STUDY MATERIAL below:

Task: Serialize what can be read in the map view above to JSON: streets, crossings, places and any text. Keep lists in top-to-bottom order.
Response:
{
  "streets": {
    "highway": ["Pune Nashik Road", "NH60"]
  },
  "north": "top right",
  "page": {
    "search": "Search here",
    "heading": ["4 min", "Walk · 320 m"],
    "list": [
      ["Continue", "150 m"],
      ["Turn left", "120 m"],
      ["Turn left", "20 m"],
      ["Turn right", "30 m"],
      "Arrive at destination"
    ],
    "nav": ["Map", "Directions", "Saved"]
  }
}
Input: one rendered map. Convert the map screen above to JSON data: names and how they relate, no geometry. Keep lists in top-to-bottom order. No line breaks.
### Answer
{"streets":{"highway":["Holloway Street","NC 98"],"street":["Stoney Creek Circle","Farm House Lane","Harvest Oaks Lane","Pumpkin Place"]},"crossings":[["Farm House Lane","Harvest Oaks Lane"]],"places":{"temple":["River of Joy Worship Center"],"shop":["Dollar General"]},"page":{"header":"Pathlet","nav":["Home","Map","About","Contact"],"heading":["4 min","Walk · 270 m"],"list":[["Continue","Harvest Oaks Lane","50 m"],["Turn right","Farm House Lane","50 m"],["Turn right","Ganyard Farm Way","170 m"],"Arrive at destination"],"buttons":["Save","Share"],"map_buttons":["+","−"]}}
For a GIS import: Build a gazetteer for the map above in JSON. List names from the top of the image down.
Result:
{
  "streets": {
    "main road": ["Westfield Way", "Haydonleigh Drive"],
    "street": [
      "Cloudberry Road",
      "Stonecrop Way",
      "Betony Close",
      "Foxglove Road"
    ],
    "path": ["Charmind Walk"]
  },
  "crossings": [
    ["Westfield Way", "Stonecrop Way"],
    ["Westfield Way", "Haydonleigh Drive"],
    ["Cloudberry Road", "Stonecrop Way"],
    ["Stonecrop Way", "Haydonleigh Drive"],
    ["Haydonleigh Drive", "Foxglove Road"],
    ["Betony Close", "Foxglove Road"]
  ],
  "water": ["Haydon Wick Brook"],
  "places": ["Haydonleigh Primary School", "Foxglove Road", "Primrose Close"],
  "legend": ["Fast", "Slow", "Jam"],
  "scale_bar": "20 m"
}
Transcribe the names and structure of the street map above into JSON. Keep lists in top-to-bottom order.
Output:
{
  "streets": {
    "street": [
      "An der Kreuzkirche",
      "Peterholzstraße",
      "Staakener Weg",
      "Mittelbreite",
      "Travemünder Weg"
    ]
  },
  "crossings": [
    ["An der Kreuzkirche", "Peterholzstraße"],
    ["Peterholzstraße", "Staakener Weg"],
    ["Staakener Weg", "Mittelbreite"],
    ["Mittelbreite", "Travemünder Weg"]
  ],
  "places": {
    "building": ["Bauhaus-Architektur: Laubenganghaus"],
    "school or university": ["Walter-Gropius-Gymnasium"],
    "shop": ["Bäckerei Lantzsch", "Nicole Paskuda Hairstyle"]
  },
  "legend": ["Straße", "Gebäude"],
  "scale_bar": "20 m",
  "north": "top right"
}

End of STUDY MATERIAL.

Your task is to retype all of the lines above exactly.

→ OUTPUT BELOW
Task: Serialize what can be read in the map view above to JSON: streets, crossings, places and any text. Keep lists in top-to-bottom order.
Response:
{
  "streets": {
    "highway": ["Pune Nashik Road", "NH60"]
  },
  "north": "top right",
  "page": {
    "search": "Search here",
    "heading": ["4 min", "Walk · 320 m"],
    "list": [
      ["Continue", "150 m"],
      ["Turn left", "120 m"],
      ["Turn left", "20 m"],
      ["Turn right", "30 m"],
      "Arrive at destination"
    ],
    "nav": ["Map", "Directions", "Saved"]
  }
}
Input: one rendered map. Convert the map screen above to JSON data: names and how they relate, no geometry. Keep lists in top-to-bottom order. No line breaks.
### Answer
{"streets":{"highway":["Holloway Street","NC 98"],"street":["Stoney Creek Circle","Farm House Lane","Harvest Oaks Lane","Pumpkin Place"]},"crossings":[["Farm House Lane","Harvest Oaks Lane"]],"places":{"temple":["River of Joy Worship Center"],"shop":["Dollar General"]},"page":{"header":"Pathlet","nav":["Home","Map","About","Contact"],"heading":["4 min","Walk · 270 m"],"list":[["Continue","Harvest Oaks Lane","50 m"],["Turn right","Farm House Lane","50 m"],["Turn right","Ganyard Farm Way","170 m"],"Arrive at destination"],"buttons":["Save","Share"],"map_buttons":["+","−"]}}
For a GIS import: Build a gazetteer for the map above in JSON. List names from the top of the image down.
Result:
{
  "streets": {
    "main road": ["Westfield Way", "Haydonleigh Drive"],
    "street": [
      "Cloudberry Road",
      "Stonecrop Way",
      "Betony Close",
      "Foxglove Road"
    ],
    "path": ["Charmind Walk"]
  },
  "crossings": [
    ["Westfield Way", "Stonecrop Way"],
    ["Westfield Way", "Haydonleigh Drive"],
    ["Cloudberry Road", "Stonecrop Way"],
    ["Stonecrop Way", "Haydonleigh Drive"],
    ["Haydonleigh Drive", "Foxglove Road"],
    ["Betony Close", "Foxglove Road"]
  ],
  "water": ["Haydon Wick Brook"],
  "places": ["Haydonleigh Primary School", "Foxglove Road", "Primrose Close"],
  "legend": ["Fast", "Slow", "Jam"],
  "scale_bar": "20 m"
}
Transcribe the names and structure of the street map above into JSON. Keep lists in top-to-bottom order.
Output:
{
  "streets": {
    "street": [
      "An der Kreuzkirche",
      "Peterholzstraße",
      "Staakener Weg",
      "Mittelbreite",
      "Travemünder Weg"
    ]
  },
  "crossings": [
    ["An der Kreuzkirche", "Peterholzstraße"],
    ["Peterholzstraße", "Staakener Weg"],
    ["Staakener Weg", "Mittelbreite"],
    ["Mittelbreite", "Travemünder Weg"]
  ],
  "places": {
    "building": ["Bauhaus-Architektur: Laubenganghaus"],
    "school or university": ["Walter-Gropius-Gymnasium"],
    "shop": ["Bäckerei Lantzsch", "Nicole Paskuda Hairstyle"]
  },
  "legend": ["Straße", "Gebäude"],
  "scale_bar": "20 m",
  "north": "top right"
}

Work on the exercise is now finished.